In-N-Out: Faithful 3D GAN Inversion with Volumetric Decomposition for Face Editing
Yiran Xu, Zhixin Shu, Cameron Smith, Seoung Wug Oh, Jia-Bin Huang
TL;DR
This work tackles the reconstruction-editability trade-off in 3D-aware GAN inversion when input data contain out-of-distribution (OOD) content. It introduces a dual-radiance-field framework that separates the in-distribution (InD) face and OOD content into two tri-planes, composing them via a learned blending weight during low-resolution rendering and subsequently finetuning a super-resolution module. By confining edits to the InD component, the method preserves identity and enables semantic editing and novel-view synthesis even with occlusions or accessories. Experiments on challenging in-the-wild face videos show improved reconstruction fidelity and editable 3D face rendering, along with practical capabilities such as OOD object removal. The approach advances 3D-aware GAN inversion by explicitly modeling OOD objects and retains compatibility with standard GAN-editing tools, albeit with limitations in extreme poses and temporal consistency for video.
Abstract
3D-aware GANs offer new capabilities for view synthesis while preserving the editing functionalities of their 2D counterparts. GAN inversion is a crucial step that seeks the latent code to reconstruct input images or videos, subsequently enabling diverse editing tasks through manipulation of this latent code.
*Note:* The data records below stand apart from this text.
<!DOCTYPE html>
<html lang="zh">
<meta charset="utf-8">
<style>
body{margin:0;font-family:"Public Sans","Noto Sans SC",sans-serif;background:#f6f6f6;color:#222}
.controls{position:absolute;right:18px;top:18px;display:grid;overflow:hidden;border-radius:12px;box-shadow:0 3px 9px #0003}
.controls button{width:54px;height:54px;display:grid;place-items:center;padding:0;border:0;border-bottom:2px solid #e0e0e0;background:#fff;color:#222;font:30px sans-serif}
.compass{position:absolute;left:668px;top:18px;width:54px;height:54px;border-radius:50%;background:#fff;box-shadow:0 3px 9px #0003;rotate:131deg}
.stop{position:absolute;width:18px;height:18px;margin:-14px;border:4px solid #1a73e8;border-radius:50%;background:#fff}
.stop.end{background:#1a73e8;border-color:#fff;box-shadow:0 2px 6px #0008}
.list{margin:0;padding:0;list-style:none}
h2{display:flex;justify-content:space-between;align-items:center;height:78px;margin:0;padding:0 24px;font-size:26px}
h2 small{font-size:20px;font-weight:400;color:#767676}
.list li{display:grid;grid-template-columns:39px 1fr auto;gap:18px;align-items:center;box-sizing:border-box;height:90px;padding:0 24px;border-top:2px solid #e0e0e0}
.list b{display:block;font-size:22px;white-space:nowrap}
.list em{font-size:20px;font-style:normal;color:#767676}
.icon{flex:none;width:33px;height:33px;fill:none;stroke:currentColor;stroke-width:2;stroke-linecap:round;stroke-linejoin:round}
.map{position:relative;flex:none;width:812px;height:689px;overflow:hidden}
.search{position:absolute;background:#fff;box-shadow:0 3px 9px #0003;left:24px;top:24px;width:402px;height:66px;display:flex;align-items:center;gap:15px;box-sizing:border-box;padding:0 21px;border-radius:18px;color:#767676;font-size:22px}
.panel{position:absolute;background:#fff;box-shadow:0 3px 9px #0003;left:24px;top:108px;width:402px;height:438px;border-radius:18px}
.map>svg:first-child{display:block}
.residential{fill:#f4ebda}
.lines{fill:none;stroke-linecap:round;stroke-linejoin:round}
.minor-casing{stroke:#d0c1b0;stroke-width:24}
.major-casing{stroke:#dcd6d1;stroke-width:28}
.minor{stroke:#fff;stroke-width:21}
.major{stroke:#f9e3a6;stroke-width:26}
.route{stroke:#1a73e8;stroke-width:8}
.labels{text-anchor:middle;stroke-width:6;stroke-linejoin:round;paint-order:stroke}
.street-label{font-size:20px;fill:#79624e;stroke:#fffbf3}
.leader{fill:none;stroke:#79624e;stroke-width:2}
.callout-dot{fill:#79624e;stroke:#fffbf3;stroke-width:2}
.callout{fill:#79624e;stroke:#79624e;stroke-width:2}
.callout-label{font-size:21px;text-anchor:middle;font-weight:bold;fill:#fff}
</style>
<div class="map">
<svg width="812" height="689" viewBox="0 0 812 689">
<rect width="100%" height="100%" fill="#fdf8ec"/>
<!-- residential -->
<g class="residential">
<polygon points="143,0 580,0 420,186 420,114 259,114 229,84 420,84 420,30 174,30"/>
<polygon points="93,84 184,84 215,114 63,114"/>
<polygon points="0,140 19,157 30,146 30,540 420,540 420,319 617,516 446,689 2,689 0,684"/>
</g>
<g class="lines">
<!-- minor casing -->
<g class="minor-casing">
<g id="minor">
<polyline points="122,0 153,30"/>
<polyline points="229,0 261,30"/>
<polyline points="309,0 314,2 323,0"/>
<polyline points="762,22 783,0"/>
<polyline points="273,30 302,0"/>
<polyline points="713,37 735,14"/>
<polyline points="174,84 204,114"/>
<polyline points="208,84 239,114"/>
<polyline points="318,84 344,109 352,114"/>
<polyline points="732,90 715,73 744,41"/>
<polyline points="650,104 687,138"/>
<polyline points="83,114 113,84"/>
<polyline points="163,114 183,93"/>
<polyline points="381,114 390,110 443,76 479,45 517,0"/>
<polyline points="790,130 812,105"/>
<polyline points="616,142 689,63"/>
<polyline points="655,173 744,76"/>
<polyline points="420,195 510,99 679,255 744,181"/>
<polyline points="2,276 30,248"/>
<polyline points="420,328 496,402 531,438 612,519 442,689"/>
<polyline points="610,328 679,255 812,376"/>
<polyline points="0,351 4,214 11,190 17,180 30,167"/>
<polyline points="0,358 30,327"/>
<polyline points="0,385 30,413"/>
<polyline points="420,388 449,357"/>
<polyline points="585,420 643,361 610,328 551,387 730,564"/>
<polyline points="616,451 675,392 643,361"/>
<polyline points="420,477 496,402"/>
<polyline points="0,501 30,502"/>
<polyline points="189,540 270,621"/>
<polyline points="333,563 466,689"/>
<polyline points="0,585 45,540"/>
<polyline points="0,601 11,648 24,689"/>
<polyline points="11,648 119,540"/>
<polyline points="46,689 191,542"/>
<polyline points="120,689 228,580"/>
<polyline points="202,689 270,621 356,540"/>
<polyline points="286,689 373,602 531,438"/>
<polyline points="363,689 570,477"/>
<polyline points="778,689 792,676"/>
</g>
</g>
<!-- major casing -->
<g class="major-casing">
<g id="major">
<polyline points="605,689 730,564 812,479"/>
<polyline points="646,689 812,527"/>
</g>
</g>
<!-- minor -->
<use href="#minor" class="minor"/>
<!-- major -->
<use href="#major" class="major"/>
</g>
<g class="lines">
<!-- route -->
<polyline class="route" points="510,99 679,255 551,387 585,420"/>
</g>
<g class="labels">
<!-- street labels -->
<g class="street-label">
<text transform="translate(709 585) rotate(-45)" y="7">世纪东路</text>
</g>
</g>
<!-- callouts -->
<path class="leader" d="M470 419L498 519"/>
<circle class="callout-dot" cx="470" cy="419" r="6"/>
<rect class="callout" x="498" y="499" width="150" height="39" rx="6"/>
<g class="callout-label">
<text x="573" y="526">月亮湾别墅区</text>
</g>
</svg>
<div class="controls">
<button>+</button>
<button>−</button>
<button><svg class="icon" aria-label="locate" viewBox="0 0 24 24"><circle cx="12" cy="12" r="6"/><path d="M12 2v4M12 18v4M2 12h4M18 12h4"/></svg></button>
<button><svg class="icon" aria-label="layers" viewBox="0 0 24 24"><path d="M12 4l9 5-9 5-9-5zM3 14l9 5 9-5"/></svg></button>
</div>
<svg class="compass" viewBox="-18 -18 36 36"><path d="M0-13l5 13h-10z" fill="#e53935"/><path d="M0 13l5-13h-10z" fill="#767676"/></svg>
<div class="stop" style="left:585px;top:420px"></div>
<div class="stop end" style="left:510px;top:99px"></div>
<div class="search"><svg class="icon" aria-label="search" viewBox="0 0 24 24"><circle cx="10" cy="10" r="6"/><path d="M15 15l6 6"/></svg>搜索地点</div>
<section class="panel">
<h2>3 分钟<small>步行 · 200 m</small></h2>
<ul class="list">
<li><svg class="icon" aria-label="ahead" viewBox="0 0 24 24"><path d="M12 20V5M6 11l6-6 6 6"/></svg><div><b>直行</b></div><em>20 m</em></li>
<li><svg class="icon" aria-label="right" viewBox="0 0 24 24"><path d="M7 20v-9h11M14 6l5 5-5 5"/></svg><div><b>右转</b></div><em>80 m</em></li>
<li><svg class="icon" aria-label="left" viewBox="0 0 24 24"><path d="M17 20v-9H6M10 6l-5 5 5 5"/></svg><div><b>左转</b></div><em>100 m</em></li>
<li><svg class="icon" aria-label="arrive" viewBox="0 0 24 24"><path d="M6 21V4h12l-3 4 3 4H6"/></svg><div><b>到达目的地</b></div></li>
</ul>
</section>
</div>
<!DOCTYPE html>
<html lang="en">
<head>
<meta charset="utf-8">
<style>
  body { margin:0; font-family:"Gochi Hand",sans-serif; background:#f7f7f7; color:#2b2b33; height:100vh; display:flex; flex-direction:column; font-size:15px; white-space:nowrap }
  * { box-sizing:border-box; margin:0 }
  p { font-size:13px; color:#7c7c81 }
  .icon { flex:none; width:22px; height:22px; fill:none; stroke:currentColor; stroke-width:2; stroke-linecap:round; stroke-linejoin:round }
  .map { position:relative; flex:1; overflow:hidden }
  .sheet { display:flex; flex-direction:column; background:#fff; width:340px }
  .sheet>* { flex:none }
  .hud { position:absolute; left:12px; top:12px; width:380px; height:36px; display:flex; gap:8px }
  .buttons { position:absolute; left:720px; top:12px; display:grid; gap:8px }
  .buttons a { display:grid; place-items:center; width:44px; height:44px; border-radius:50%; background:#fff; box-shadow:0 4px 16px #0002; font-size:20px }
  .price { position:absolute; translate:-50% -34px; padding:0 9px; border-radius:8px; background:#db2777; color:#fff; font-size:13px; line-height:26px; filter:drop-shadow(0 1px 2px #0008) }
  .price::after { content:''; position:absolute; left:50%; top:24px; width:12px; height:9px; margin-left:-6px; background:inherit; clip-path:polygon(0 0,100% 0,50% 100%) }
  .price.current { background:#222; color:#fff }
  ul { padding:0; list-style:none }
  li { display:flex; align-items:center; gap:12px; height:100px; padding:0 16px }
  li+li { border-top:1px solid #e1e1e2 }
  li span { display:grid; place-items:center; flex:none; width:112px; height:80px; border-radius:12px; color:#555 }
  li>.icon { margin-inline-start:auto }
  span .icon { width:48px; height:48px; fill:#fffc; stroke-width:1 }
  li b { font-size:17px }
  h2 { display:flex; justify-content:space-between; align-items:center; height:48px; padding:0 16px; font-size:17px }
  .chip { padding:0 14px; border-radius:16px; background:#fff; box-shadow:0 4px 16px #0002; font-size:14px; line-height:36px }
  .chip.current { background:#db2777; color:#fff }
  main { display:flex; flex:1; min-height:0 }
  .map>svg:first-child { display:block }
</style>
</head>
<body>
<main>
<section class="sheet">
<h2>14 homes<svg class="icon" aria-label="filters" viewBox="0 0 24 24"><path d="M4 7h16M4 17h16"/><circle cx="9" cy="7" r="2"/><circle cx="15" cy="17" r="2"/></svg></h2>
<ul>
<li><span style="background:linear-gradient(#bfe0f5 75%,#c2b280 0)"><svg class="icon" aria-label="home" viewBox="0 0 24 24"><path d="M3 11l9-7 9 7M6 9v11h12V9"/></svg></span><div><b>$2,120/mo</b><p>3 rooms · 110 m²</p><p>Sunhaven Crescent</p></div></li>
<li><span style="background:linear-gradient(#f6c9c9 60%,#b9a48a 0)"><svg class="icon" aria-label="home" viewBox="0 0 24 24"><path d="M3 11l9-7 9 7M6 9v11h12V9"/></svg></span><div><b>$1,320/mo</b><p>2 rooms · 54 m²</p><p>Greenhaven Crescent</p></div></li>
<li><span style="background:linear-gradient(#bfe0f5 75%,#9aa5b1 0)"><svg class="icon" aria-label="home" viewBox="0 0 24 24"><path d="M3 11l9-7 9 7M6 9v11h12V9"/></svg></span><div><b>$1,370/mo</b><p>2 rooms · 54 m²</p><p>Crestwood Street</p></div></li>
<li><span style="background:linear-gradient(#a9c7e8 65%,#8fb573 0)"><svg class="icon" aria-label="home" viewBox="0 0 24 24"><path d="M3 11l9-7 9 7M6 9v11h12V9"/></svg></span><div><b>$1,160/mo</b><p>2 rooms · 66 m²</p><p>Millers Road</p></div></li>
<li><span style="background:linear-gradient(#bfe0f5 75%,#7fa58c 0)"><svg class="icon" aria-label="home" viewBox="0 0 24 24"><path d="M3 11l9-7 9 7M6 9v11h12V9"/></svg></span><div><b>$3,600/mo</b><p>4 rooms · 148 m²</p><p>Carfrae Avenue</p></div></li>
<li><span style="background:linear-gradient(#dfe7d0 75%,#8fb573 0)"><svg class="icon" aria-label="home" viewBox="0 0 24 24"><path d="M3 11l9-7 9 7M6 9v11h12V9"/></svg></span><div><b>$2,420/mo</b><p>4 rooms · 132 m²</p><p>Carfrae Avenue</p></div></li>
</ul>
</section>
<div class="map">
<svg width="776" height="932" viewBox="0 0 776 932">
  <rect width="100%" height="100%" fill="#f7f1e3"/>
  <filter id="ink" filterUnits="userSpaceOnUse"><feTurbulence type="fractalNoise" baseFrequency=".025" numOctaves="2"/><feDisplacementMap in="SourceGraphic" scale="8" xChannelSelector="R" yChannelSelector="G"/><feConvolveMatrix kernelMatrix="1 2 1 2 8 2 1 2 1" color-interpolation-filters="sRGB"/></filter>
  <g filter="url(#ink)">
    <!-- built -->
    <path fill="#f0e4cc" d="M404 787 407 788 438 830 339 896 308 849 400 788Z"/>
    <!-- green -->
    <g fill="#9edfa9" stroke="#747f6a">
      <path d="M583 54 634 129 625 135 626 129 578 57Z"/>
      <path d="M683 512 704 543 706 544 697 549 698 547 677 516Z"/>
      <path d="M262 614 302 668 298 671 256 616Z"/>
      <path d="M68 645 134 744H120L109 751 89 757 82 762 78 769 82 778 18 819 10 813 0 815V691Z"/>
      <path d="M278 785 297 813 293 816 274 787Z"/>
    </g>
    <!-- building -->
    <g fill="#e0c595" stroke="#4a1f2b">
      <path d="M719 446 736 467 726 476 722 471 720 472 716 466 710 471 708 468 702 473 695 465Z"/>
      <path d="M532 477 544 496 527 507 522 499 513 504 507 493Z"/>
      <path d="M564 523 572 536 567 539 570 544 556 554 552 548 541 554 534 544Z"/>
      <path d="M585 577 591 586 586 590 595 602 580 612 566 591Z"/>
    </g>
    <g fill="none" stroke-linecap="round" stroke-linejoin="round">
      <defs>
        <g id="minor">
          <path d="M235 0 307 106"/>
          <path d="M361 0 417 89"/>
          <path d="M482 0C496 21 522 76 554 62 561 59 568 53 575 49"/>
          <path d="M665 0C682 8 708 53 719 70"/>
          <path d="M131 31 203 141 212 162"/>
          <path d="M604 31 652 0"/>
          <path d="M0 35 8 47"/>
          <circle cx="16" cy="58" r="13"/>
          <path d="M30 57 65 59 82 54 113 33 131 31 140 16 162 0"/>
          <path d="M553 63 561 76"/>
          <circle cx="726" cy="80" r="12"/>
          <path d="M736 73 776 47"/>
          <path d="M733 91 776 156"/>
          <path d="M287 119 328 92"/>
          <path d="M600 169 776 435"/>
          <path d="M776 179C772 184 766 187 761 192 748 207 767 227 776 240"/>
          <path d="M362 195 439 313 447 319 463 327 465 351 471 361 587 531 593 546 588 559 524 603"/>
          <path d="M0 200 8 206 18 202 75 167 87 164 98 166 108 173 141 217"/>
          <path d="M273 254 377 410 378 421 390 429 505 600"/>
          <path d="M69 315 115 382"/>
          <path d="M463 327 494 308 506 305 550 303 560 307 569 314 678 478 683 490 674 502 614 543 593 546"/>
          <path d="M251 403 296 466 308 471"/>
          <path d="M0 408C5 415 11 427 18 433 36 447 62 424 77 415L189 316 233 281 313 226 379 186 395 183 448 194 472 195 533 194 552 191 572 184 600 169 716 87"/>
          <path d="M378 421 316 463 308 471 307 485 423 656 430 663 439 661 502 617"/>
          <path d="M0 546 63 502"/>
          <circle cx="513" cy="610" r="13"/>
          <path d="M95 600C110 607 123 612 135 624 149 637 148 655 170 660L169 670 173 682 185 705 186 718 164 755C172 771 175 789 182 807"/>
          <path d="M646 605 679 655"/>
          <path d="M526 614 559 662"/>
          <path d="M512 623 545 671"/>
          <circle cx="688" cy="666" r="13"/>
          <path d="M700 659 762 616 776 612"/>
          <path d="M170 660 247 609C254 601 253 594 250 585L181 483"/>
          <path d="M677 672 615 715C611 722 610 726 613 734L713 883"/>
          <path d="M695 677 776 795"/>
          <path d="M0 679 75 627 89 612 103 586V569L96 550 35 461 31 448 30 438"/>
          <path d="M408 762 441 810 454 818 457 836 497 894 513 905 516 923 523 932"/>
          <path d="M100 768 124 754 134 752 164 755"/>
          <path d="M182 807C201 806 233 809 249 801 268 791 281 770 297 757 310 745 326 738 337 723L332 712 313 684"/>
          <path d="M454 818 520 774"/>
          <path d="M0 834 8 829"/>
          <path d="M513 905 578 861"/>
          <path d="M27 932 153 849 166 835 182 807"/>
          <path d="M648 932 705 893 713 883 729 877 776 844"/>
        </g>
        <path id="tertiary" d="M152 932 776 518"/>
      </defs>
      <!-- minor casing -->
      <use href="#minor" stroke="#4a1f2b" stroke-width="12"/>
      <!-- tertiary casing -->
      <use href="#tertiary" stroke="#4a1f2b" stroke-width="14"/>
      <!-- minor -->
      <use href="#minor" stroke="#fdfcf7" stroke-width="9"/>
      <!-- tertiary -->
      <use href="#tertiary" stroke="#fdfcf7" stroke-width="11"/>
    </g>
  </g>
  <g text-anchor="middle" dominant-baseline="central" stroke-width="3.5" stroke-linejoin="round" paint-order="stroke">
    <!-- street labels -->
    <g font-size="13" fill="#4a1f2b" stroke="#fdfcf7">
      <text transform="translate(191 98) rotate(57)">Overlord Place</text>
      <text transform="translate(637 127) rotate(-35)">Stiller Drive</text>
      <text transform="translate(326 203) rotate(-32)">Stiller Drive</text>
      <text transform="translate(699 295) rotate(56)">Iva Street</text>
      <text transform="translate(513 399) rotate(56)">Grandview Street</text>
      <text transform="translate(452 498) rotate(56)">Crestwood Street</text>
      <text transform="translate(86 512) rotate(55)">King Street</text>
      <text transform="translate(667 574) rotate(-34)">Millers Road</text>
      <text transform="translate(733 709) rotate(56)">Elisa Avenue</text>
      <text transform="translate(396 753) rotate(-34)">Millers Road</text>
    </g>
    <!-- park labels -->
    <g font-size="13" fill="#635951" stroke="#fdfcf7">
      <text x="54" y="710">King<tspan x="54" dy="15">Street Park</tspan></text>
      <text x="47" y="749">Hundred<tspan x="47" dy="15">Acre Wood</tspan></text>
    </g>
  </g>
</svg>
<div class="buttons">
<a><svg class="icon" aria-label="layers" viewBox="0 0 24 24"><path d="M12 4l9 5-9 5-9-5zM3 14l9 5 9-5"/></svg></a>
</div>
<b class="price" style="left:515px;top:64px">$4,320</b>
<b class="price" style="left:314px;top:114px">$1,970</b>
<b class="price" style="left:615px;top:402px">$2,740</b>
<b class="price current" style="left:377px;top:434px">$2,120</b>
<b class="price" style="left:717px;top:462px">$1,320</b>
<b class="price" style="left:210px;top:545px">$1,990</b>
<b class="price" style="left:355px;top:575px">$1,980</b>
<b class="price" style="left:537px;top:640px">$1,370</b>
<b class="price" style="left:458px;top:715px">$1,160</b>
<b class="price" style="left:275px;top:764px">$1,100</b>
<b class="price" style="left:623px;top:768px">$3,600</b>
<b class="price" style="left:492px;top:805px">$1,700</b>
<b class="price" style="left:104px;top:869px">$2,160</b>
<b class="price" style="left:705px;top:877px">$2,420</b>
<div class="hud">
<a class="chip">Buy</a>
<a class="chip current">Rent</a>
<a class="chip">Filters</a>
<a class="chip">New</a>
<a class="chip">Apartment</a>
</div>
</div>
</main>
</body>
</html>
However, a model pre-trained on a particular dataset (e.g., FFHQ) often has difficulty reconstructing images with out-of-distribution (OOD) objects such as faces with heavy make-up or occluding objects. We address this issue by explicitly modeling OOD objects from the input in 3D-aware GANs. Our core idea is to represent the image using two individual neural radiance fields: one for the in-distribution content and the other for the out-of-distribution object. The final reconstruction is achieved by optimizing the composition of these two radiance fields with carefully designed regularization. We demonstrate that our explicit decomposition alleviates the inherent trade-off between reconstruction fidelity and editability. We evaluate reconstruction accuracy and editability of our method on challenging real face images and videos and showcase favorable results against other baselines.